Already it has created a sort of Brisbane line in reverse.
Cities and towns are now desperate to be above the north of the Tropic of Capricorn because there are so many opportunities in the north of our nation.
Australia must move north.
Right now, our population is too clustered in the south and in the cities.
Despite our collective sentimentality for Dorothea Mackellar’s ‘land of sweeping plains’, few people live on them. About 60 per cent of Australians live in just our five largest cities.
All of those are on the seaboard and none of them is in northern Australia.
Compare that to the United States, where the top five cities house between 5 per cent and 15 per cent of their population, depending on how you draw the boundaries of their cities.
The reality for most Australians is the gritty city of Banjo Paterson where “hurrying people … shoulder one another in their rush and nervous haste”.
The cities that Banjo found crowded more than a century ago have become far more bustling since then and are forecast to become even more so.
The current populations of Sydney and Melbourne are already more than four million each.
The inter-generational report predicts Australia’s 2050 population will hit 40 million, and the Australian Bureau of Statistics projects Sydney and Melbourne both topping eight million and Brisbane and Perth 4.5 to five million each.
A proper regional development policy then must focus on developing areas outside our capital cities.
I don’t think the people of Sydney, Melbourne, Brisbane or Perth want twice as many people stacked up in those cities, so regional development is something in the national interest.
Regional Australia policy is not charity; it is essential, visionary and fair.
Regionalisation also offers the prospect of a more affordable lifestyle.
The latest Real Estate Institute of Australia data show the median residential property price in Sydney is $930,000 and Melbourne $688,000.
Across all capital cities it is $659,000.
In all the talk of affordable housing, an alternative source of housing sometimes forgotten is regional Australia.
For example, the median price of properties in Cairns is $390,000, in Townsville it is $350,000 and Rockhampton just less than $300,000.
We cannot, and should not, force people to move but we can create the opportunities and jobs that will encourage a move from expensive housing in Sydney to a better lifestyle and lower cost of living in the north.
There’s plenty of room for growth: just 5 per cent of Australians live north of the Tropic of Capricorn.
Of Australia’s 17 cities with populations of more than 100,000 people, only three lie in northern Australia: Townsville, Cairns and Darwin (and they rank 14, 15 and 16 respectively).
Northern Australia does hold enormous potential.
It already provides fantastic mineral wealth and can yield far more in future.
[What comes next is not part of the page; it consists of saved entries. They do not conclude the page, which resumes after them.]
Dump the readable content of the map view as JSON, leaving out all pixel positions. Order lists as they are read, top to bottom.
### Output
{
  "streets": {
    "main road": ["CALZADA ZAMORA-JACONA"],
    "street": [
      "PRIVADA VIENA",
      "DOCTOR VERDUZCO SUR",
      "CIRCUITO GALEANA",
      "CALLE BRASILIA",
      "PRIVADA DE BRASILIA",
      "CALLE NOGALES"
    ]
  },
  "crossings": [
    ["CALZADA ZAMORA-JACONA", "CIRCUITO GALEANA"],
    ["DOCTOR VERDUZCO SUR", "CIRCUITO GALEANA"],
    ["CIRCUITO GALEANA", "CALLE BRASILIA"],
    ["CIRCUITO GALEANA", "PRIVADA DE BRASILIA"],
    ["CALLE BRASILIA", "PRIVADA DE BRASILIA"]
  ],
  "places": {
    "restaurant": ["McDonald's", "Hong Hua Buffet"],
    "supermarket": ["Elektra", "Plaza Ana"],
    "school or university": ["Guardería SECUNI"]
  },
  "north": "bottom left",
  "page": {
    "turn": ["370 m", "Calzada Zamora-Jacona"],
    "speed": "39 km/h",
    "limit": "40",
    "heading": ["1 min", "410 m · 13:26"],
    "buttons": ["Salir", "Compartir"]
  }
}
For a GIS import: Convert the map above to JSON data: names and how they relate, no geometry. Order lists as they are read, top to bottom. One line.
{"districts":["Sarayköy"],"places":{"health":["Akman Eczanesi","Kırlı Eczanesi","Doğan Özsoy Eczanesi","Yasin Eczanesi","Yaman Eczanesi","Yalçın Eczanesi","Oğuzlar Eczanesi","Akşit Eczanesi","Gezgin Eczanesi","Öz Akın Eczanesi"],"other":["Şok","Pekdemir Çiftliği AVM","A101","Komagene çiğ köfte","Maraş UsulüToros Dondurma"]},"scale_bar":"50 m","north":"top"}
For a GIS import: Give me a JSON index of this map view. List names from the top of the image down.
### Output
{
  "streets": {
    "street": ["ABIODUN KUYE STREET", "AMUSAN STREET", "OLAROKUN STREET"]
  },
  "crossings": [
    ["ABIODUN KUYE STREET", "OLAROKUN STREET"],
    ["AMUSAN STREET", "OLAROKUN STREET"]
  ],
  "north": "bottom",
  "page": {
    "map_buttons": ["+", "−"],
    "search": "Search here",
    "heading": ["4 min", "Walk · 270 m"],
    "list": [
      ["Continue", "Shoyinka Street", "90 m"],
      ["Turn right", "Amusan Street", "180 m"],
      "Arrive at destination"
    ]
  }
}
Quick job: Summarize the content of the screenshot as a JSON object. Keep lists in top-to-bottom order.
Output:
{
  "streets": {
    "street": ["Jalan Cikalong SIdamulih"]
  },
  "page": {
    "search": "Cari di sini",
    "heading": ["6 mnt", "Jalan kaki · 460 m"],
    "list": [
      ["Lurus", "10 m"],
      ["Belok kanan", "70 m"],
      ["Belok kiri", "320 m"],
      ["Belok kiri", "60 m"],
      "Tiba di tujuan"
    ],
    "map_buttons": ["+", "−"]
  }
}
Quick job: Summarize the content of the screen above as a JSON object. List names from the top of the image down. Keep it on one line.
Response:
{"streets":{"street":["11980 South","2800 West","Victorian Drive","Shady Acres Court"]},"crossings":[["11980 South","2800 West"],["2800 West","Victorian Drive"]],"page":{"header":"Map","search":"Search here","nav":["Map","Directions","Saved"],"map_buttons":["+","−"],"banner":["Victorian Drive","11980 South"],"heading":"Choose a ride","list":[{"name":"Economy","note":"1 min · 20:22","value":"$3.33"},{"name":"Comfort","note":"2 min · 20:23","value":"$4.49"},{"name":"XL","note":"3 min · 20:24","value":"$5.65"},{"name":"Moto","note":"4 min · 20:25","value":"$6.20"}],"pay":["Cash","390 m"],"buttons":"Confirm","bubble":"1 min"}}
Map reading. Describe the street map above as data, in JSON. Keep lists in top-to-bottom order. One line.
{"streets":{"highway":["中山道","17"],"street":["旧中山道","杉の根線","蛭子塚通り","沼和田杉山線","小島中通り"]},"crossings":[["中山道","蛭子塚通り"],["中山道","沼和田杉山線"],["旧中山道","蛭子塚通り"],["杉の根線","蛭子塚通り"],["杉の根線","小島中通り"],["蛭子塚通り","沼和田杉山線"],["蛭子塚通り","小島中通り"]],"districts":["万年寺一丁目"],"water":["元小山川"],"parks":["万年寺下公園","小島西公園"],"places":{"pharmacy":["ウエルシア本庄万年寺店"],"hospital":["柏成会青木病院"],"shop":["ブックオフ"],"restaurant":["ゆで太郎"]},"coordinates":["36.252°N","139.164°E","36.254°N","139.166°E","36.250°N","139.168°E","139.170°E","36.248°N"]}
Primary industries based in northern Australia earn the nation billions of dollars in export earnings and promise more still through innovation and irrigation.
Sixty per cent of the nation’s rain falls in the north.
It is important we focus as a nation on using water where it falls.
The idea of sending water from north to south is a mirage. Water is very expensive to transport.
I look to the release of a white paper that identifies ways to capitalise on northern Australia’s strengths, to provide the best regulatory and economic environment for business, and to identify critical infrastructure for long-term growth, public and private planning and investment.
Then, for Australians crowding the crescent of cities in the south, northern Australia may appear a beacon for those huddled masses yearning to breathe free.